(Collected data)
----
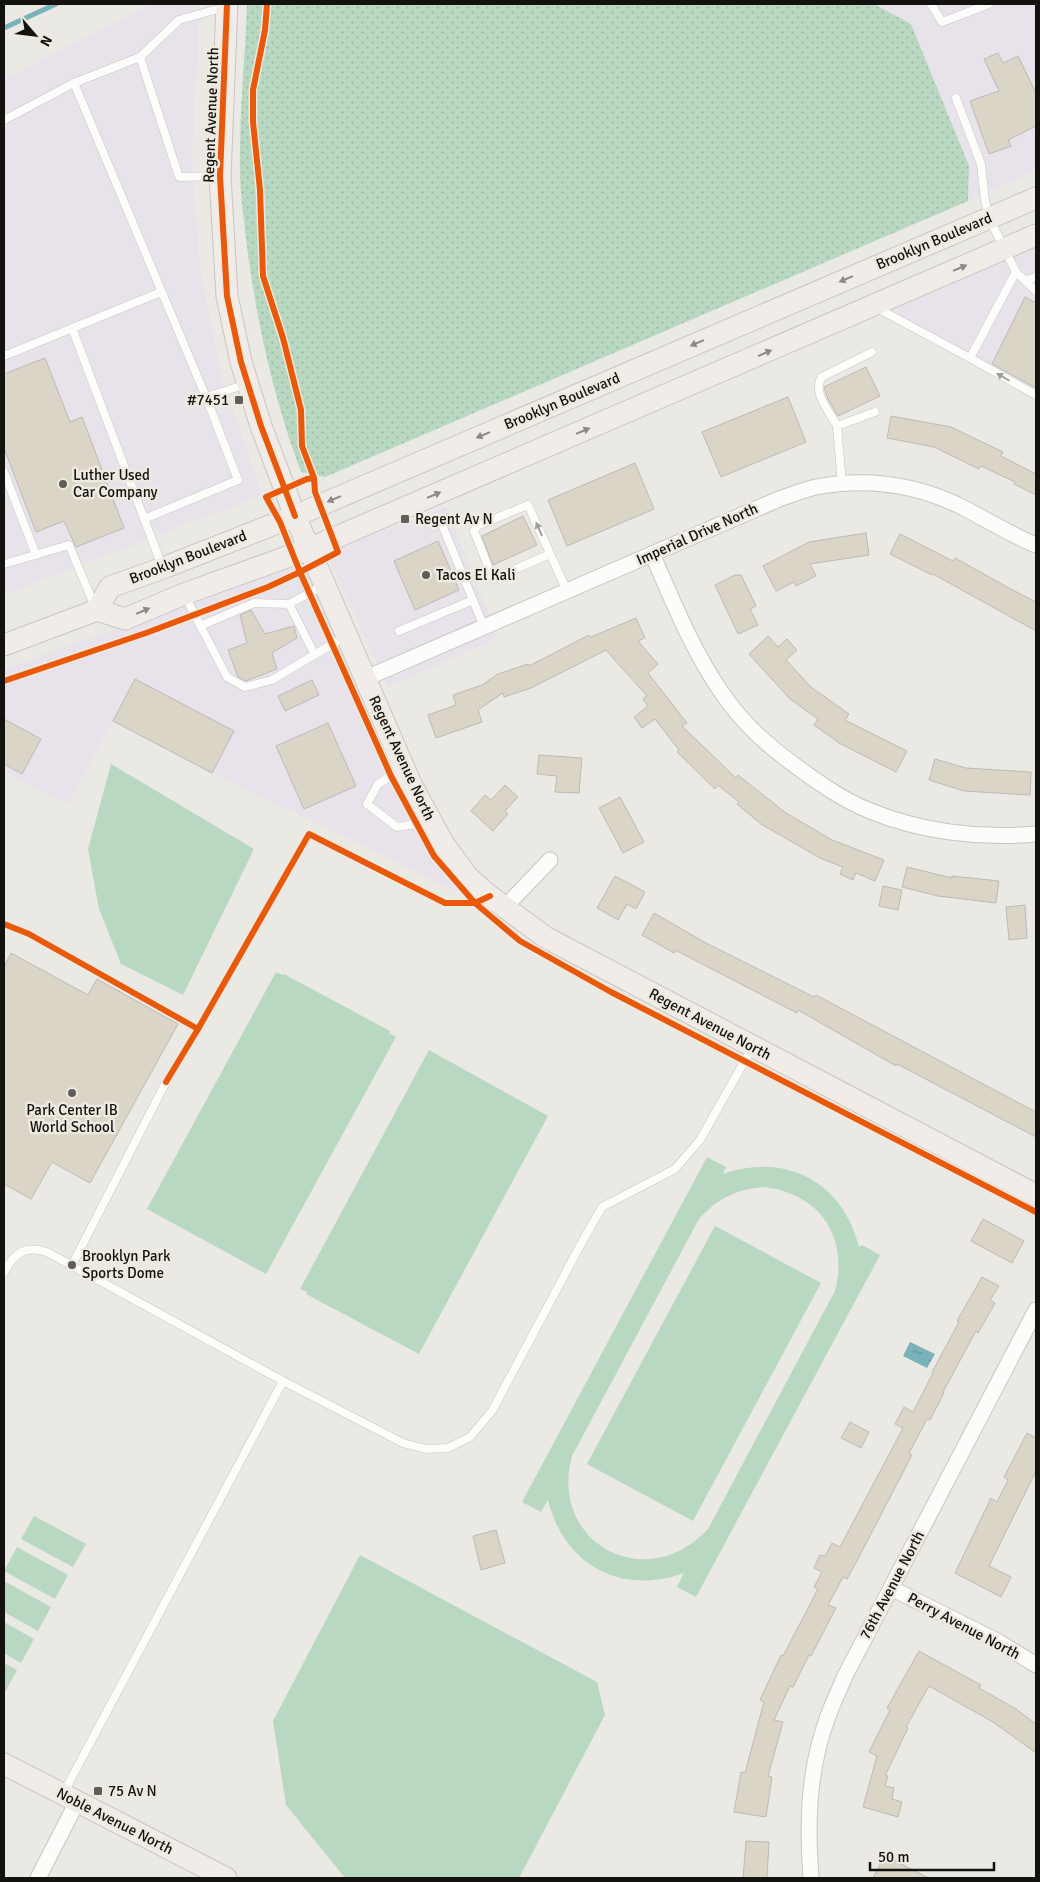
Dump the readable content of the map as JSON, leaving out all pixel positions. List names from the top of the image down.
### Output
{
  "streets": {
    "main road": ["Regent Avenue North", "Brooklyn Boulevard", "Noble Avenue North"],
    "street": ["Imperial Drive North", "76th Avenue North", "Perry Avenue North"]
  },
  "crossings": [
    ["Regent Avenue North", "Brooklyn Boulevard"],
    ["Regent Avenue North", "Imperial Drive North"],
    ["76th Avenue North", "Perry Avenue North"]
  ],
  "places": {
    "transit": ["#7451", "Regent Av N", "75 Av N"],
    "other": [
      "Luther Used Car Company",
      "Tacos El Kali",
      "Park Center IB World School",
      "Brooklyn Park Sports Dome"
    ]
  },
  "scale_bar": "50 m",
  "north": "bottom right"
}
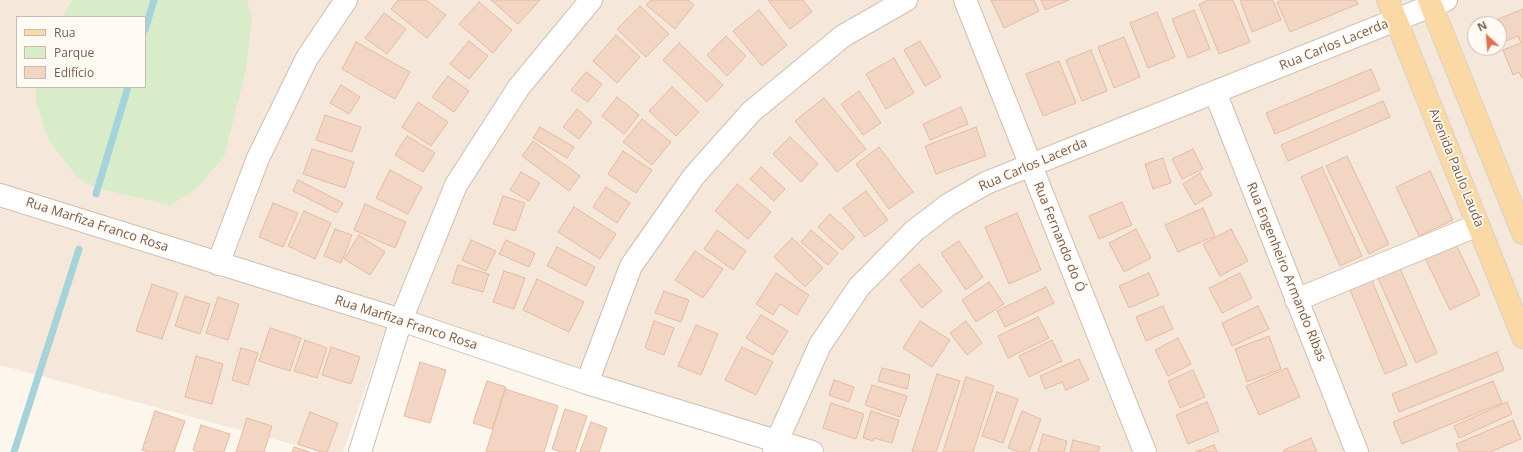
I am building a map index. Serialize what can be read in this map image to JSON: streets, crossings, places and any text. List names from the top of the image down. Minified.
{"streets":{"main road":["Avenida Paulo Lauda"],"street":["Rua Carlos Lacerda","Rua Marfiza Franco Rosa","Rua Fernando do Ó","Rua Engenheiro Armando Ribas"]},"crossings":[["Rua Carlos Lacerda","Avenida Paulo Lauda"],["Rua Carlos Lacerda","Rua Marfiza Franco Rosa"],["Rua Carlos Lacerda","Rua Fernando do Ó"],["Rua Carlos Lacerda","Rua Engenheiro Armando Ribas"]],"legend":["Rua","Parque","Edifício"],"north":"top left"}
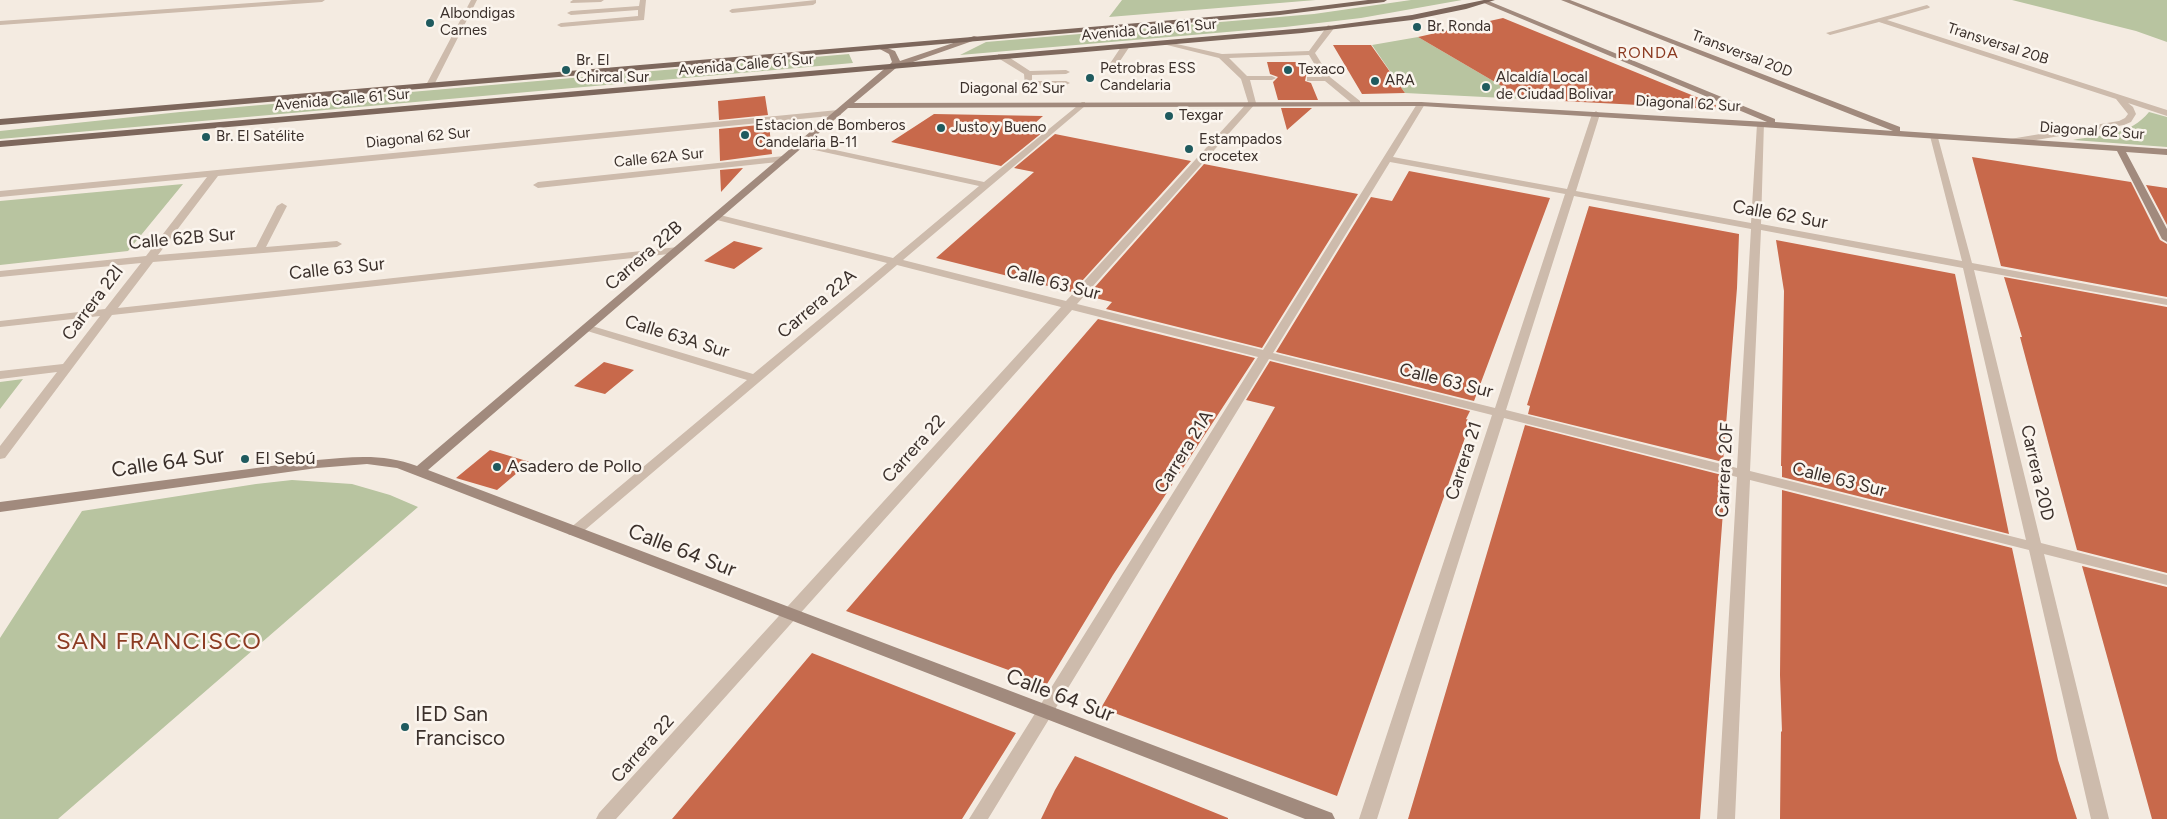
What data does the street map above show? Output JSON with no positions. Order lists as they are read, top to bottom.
----
- Task brief: Write out every line of the entries that holds the word "positions".

- Written reply:
Dump the readable content of the map as JSON, leaving out all pixel positions. List names from the top of the image down.
What data does the street map above show? Output JSON with no positions. Order lists as they are read, top to bottom.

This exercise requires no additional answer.